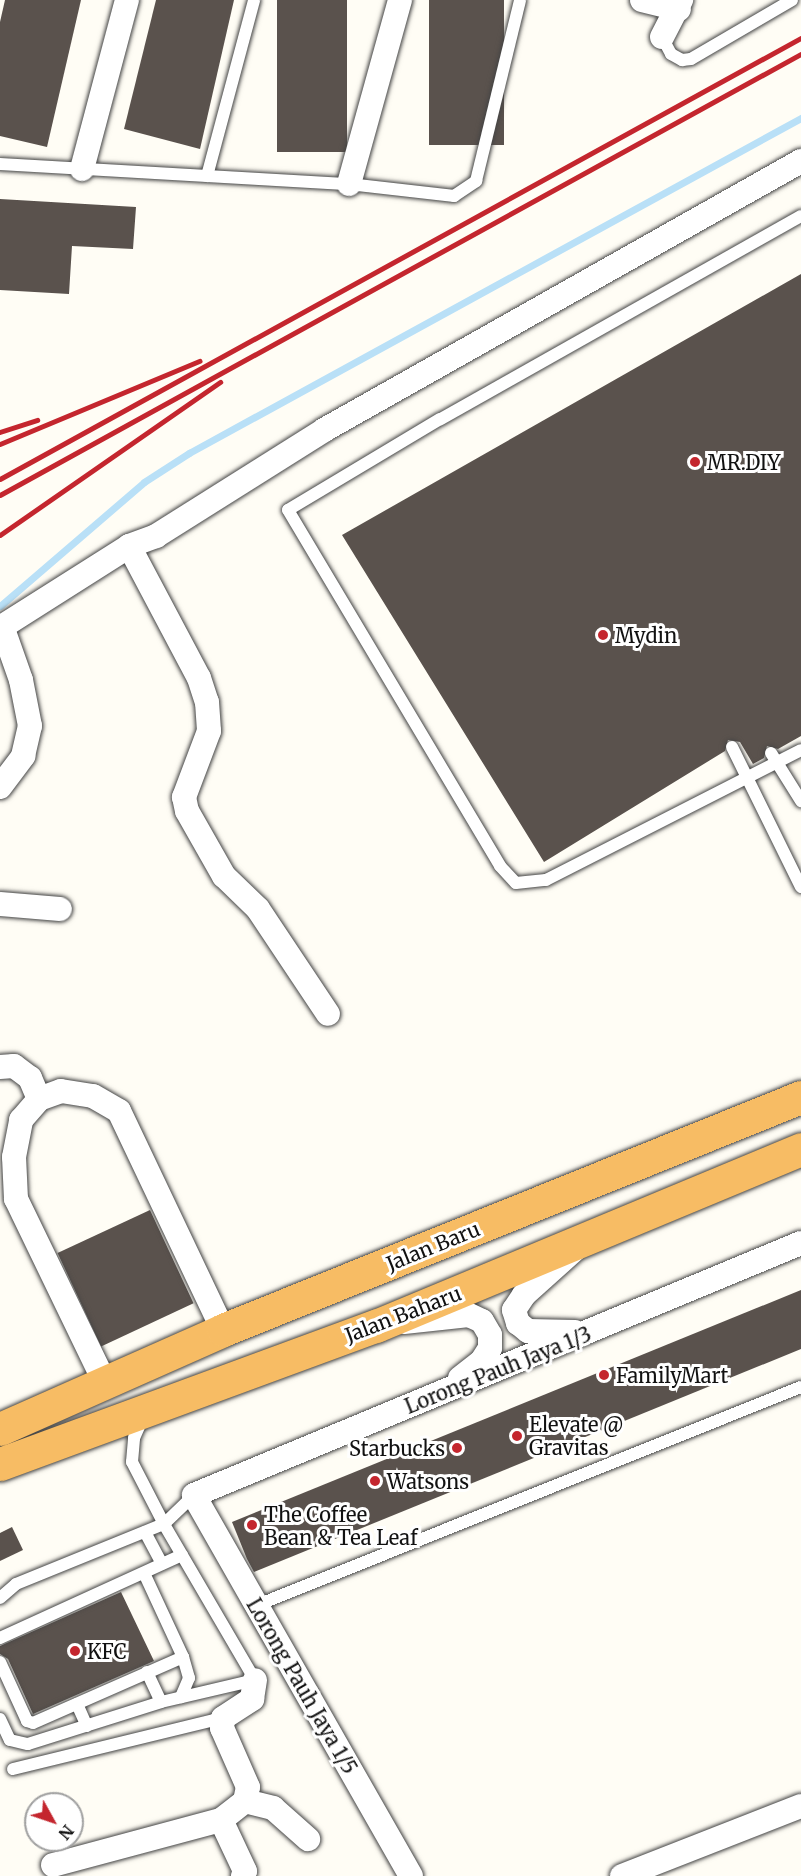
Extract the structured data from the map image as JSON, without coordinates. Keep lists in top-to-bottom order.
{
  "streets": {
    "highway": ["Jalan Baru", "Jalan Baharu"],
    "street": ["Lorong Pauh Jaya 1/3", "Lorong Pauh Jaya 1/5"]
  },
  "crossings": [
    ["Lorong Pauh Jaya 1/3", "Lorong Pauh Jaya 1/5"]
  ],
  "places": [
    "MR.DIY",
    "Mydin",
    "FamilyMart",
    "Elevate @ Gravitas",
    "Starbucks",
    "Watsons",
    "The Coffee Bean & Tea Leaf",
    "KFC"
  ],
  "north": "bottom right"
}
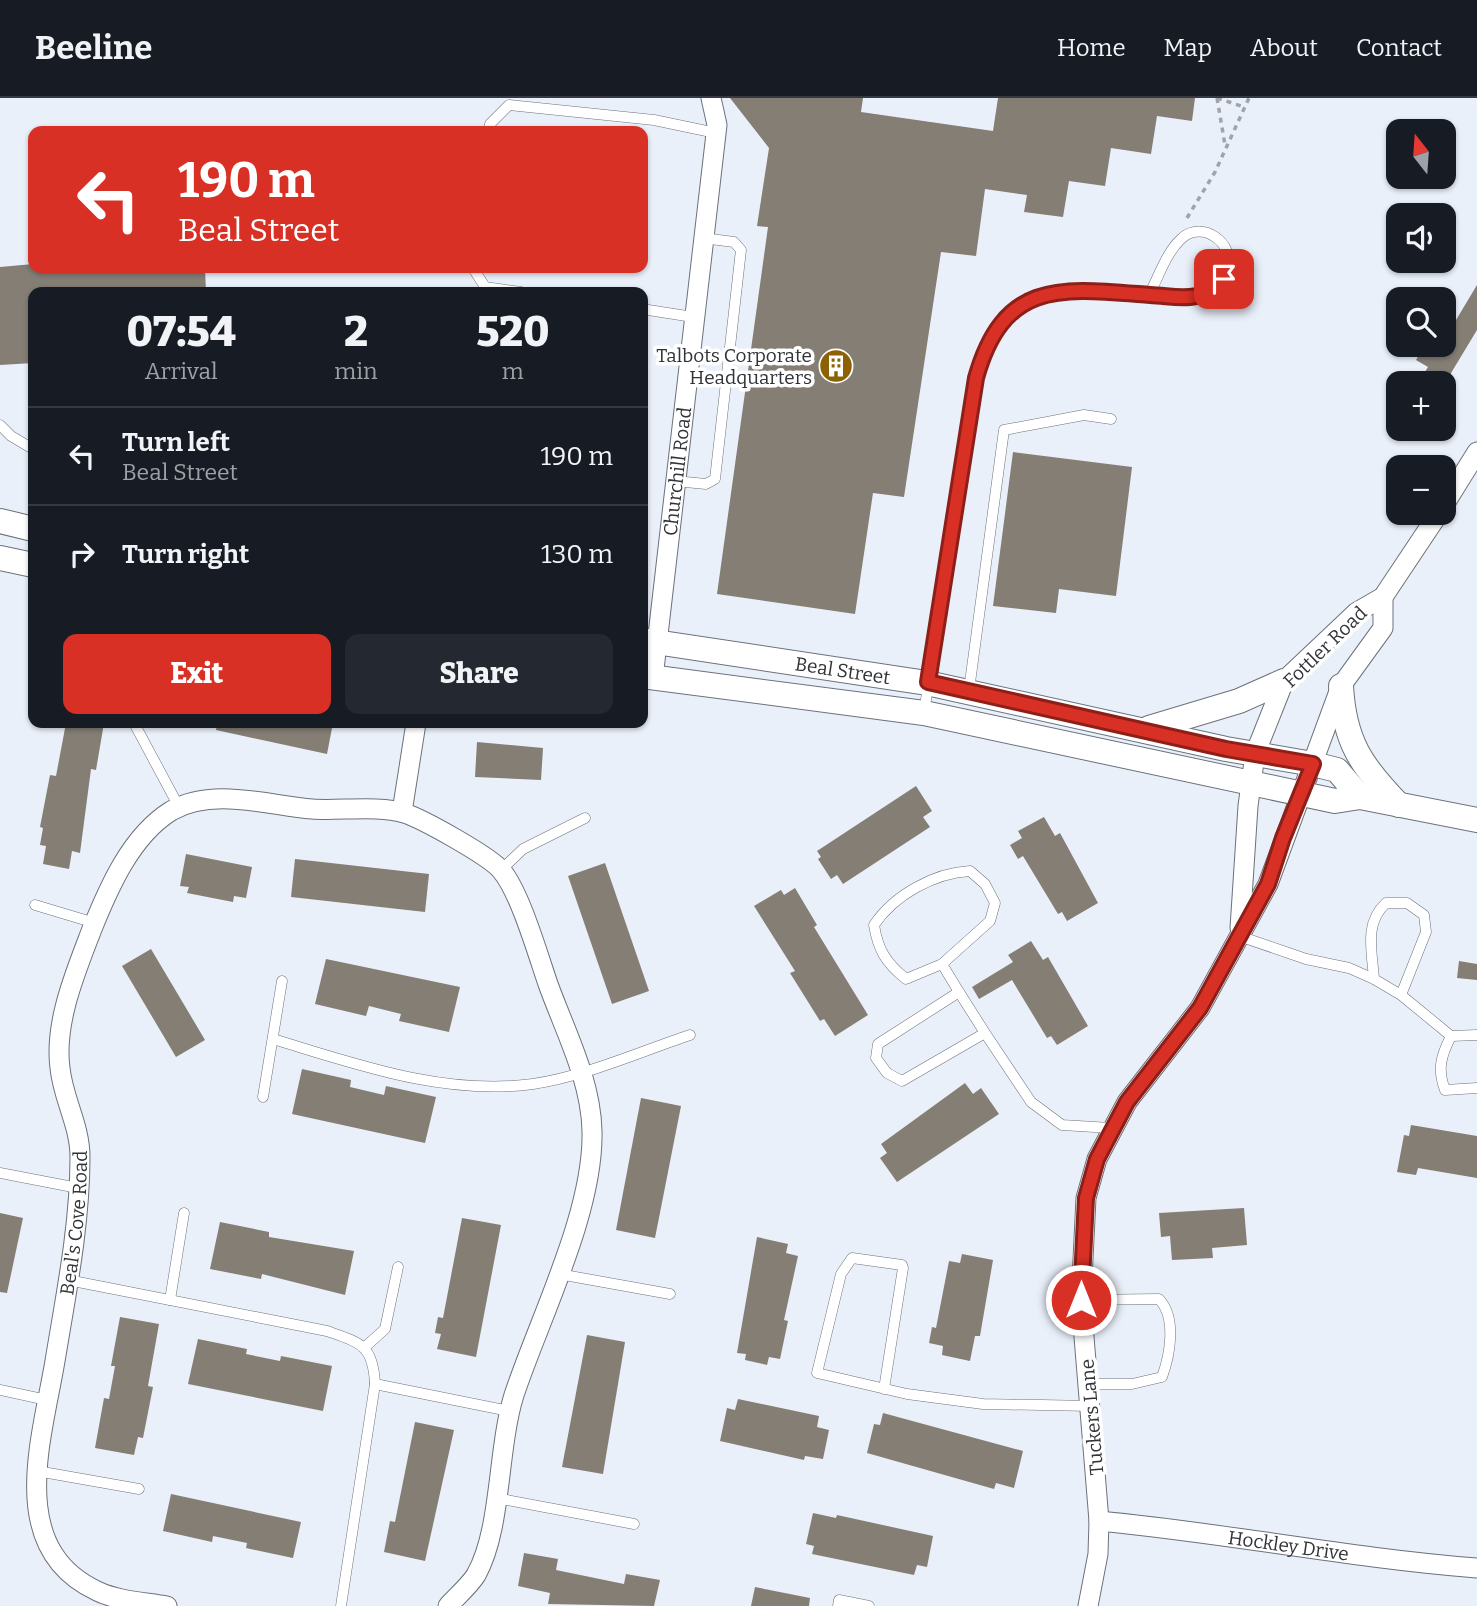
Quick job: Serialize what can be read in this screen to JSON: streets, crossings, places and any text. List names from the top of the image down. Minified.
{"streets":{"street":["Churchill Road","Fottler Road","Beal Street","Beal's Cove Road","Tuckers Lane","Hockley Drive"]},"crossings":[["Churchill Road","Beal Street"],["Fottler Road","Beal Street"],["Fottler Road","Tuckers Lane"],["Beal Street","Tuckers Lane"],["Tuckers Lane","Hockley Drive"]],"places":{"building":["Talbots Corporate Headquarters"]},"north":"top","page":{"header":"Beeline","nav":["Home","Map","About","Contact"],"map_buttons":["+","−"],"turn":["190 m","Beal Street"],"eta":["07:54","Arrival","2","min","520","m"],"list":[{"name":"Turn left","note":"Beal Street","value":"190 m"},{"name":"Turn right","value":"130 m"}],"buttons":["Exit","Share"]}}
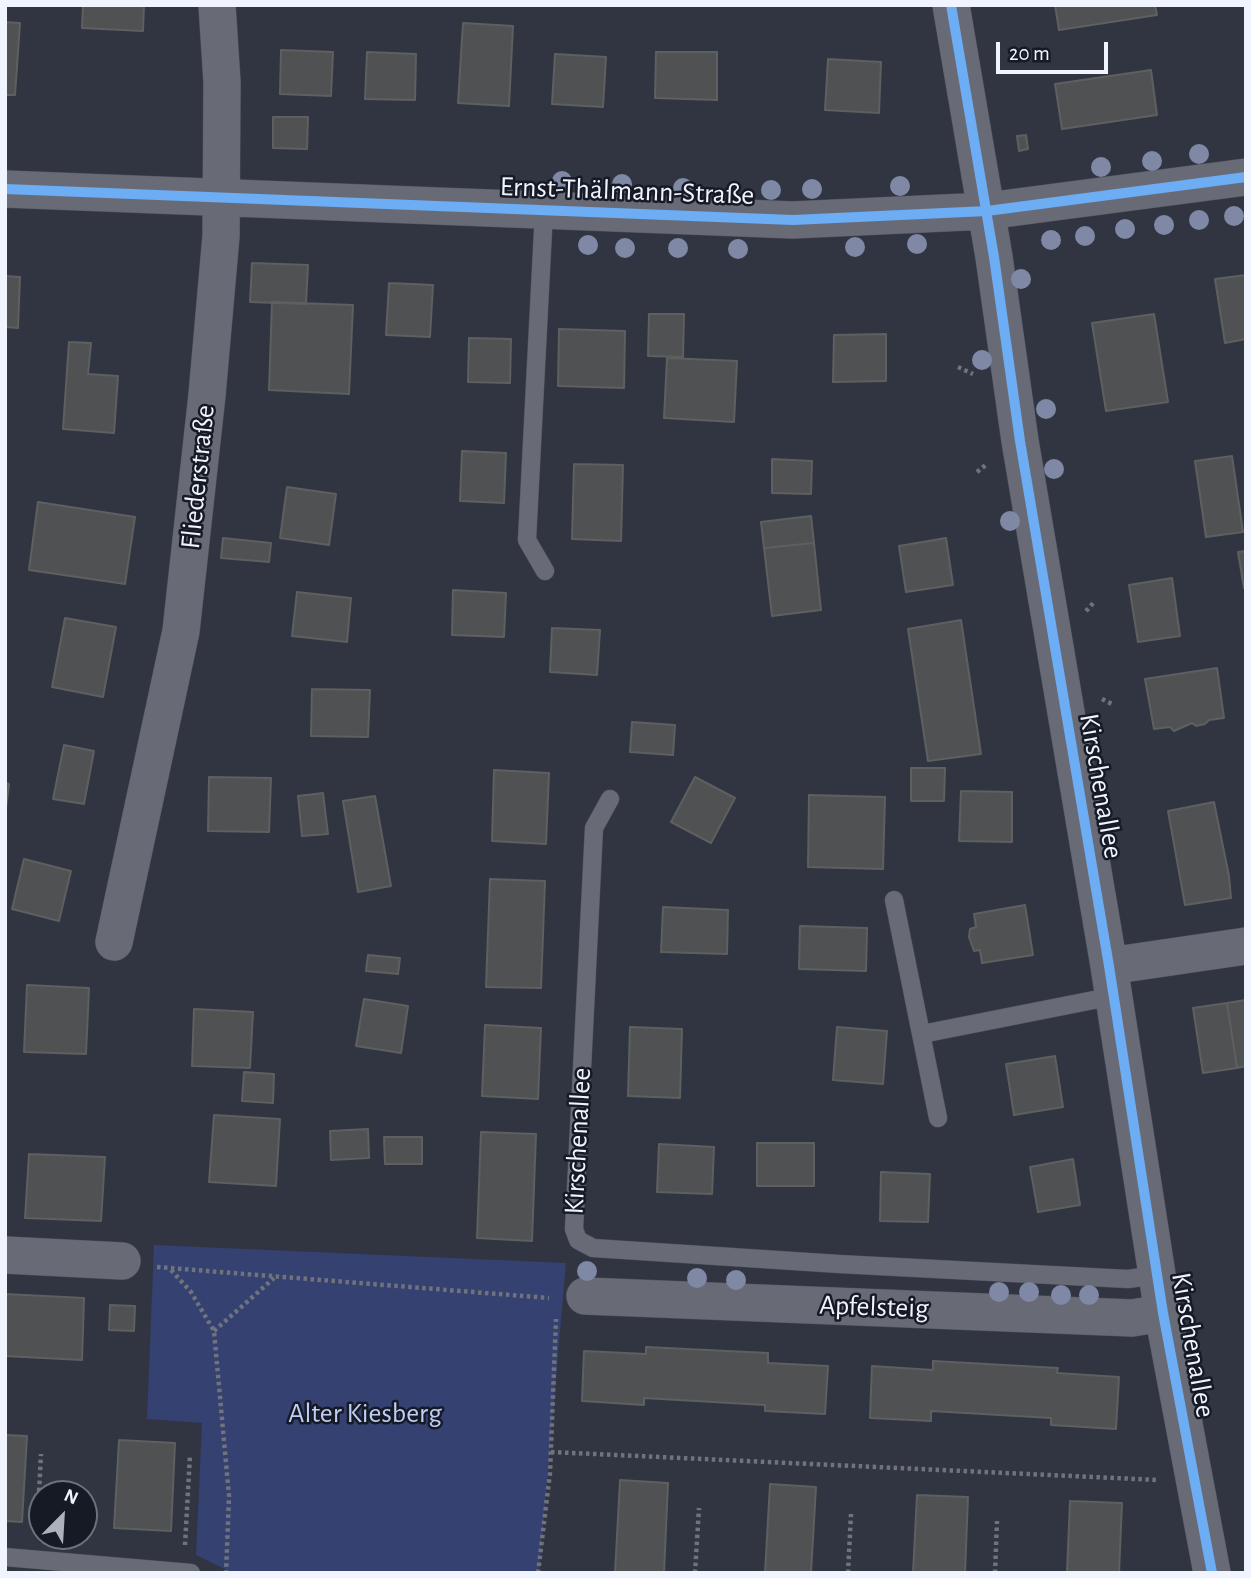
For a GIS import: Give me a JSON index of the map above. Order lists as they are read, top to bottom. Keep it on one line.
{"streets":{"street":["Ernst-Thälmann-Straße","Fliederstraße","Kirschenallee","Apfelsteig"]},"crossings":[["Ernst-Thälmann-Straße","Fliederstraße"],["Ernst-Thälmann-Straße","Kirschenallee"],["Kirschenallee","Apfelsteig"]],"parks":["Alter Kiesberg"],"scale_bar":"20 m","north":"top right"}
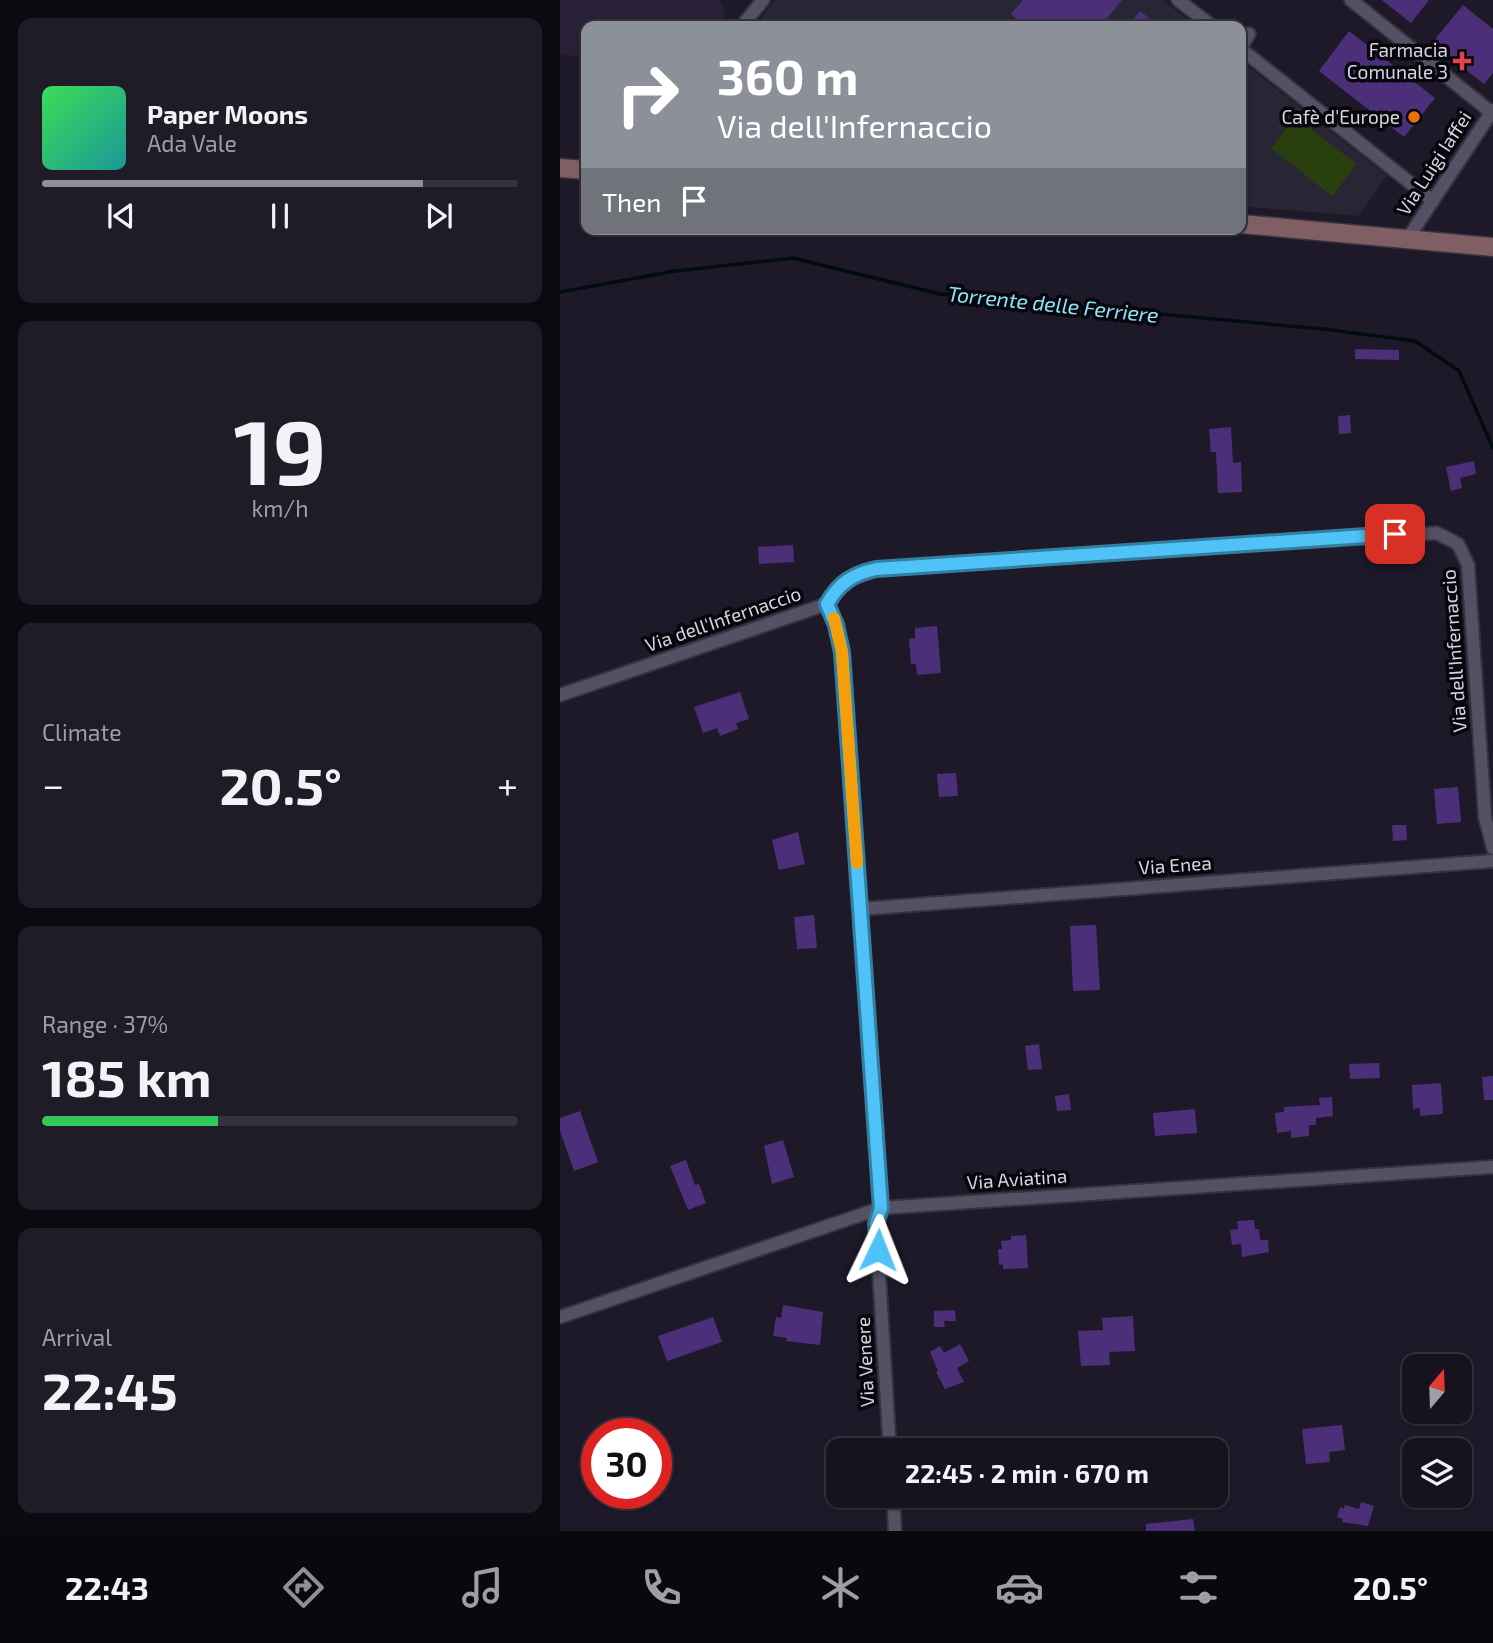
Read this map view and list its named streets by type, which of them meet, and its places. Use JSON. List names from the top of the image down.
{
  "streets": {
    "street": [
      "Via Luigi Iaffei",
      "Via dell'Infernaccio",
      "Via Enea",
      "Via Aviatina",
      "Via Venere"
    ]
  },
  "crossings": [
    ["Via dell'Infernaccio", "Via Venere"],
    ["Via Enea", "Via Venere"],
    ["Via Aviatina", "Via Venere"]
  ],
  "water": ["Torrente delle Ferriere"],
  "places": {
    "health": ["Farmacia Comunale 3"],
    "other": ["Cafè d'Europe"]
  },
  "north": "top",
  "page": {
    "turn": ["360 m", "Via dell'Infernaccio"],
    "song": ["Paper Moons", "Ada Vale"],
    "then": "Then",
    "tile": [
      ["19", "km/h"],
      "Climate",
      ["Range · 37%", "185 km"],
      ["Arrival", "22:45"]
    ],
    "heat": ["−", "20.5°", "+"],
    "limit": "30",
    "trip": "22:45 · 2 min · 670 m",
    "tabs": ["22:43", "20.5°"]
  }
}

▶ **ACTIVITY**:
When you output the listing, reproduce it exactly but drop its pictures.

▶ **SOLUTION TO THE EXERCISE**:
Extract the structured data from the map image as JSON, without coordinates. Keep lists in top-to-bottom order.
{
  "streets": {
    "highway": ["Jalan Baru", "Jalan Baharu"],
    "street": ["Lorong Pauh Jaya 1/3", "Lorong Pauh Jaya 1/5"]
  },
  "crossings": [
    ["Lorong Pauh Jaya 1/3", "Lorong Pauh Jaya 1/5"]
  ],
  "places": [
    "MR.DIY",
    "Mydin",
    "FamilyMart",
    "Elevate @ Gravitas",
    "Starbucks",
    "Watsons",
    "The Coffee Bean & Tea Leaf",
    "KFC"
  ],
  "north": "bottom right"
}
Quick job: Serialize what can be read in this screen to JSON: streets, crossings, places and any text. List names from the top of the image down. Minified.
{"streets":{"street":["Churchill Road","Fottler Road","Beal Street","Beal's Cove Road","Tuckers Lane","Hockley Drive"]},"crossings":[["Churchill Road","Beal Street"],["Fottler Road","Beal Street"],["Fottler Road","Tuckers Lane"],["Beal Street","Tuckers Lane"],["Tuckers Lane","Hockley Drive"]],"places":{"building":["Talbots Corporate Headquarters"]},"north":"top","page":{"header":"Beeline","nav":["Home","Map","About","Contact"],"map_buttons":["+","−"],"turn":["190 m","Beal Street"],"eta":["07:54","Arrival","2","min","520","m"],"list":[{"name":"Turn left","note":"Beal Street","value":"190 m"},{"name":"Turn right","value":"130 m"}],"buttons":["Exit","Share"]}}
For a GIS import: Give me a JSON index of the map above. Order lists as they are read, top to bottom. Keep it on one line.
{"streets":{"street":["Ernst-Thälmann-Straße","Fliederstraße","Kirschenallee","Apfelsteig"]},"crossings":[["Ernst-Thälmann-Straße","Fliederstraße"],["Ernst-Thälmann-Straße","Kirschenallee"],["Kirschenallee","Apfelsteig"]],"parks":["Alter Kiesberg"],"scale_bar":"20 m","north":"top right"}
Read this map view and list its named streets by type, which of them meet, and its places. Use JSON. List names from the top of the image down.
{
  "streets": {
    "street": [
      "Via Luigi Iaffei",
      "Via dell'Infernaccio",
      "Via Enea",
      "Via Aviatina",
      "Via Venere"
    ]
  },
  "crossings": [
    ["Via dell'Infernaccio", "Via Venere"],
    ["Via Enea", "Via Venere"],
    ["Via Aviatina", "Via Venere"]
  ],
  "water": ["Torrente delle Ferriere"],
  "places": {
    "health": ["Farmacia Comunale 3"],
    "other": ["Cafè d'Europe"]
  },
  "north": "top",
  "page": {
    "turn": ["360 m", "Via dell'Infernaccio"],
    "song": ["Paper Moons", "Ada Vale"],
    "then": "Then",
    "tile": [
      ["19", "km/h"],
      "Climate",
      ["Range · 37%", "185 km"],
      ["Arrival", "22:45"]
    ],
    "heat": ["−", "20.5°", "+"],
    "limit": "30",
    "trip": "22:45 · 2 min · 670 m",
    "tabs": ["22:43", "20.5°"]
  }
}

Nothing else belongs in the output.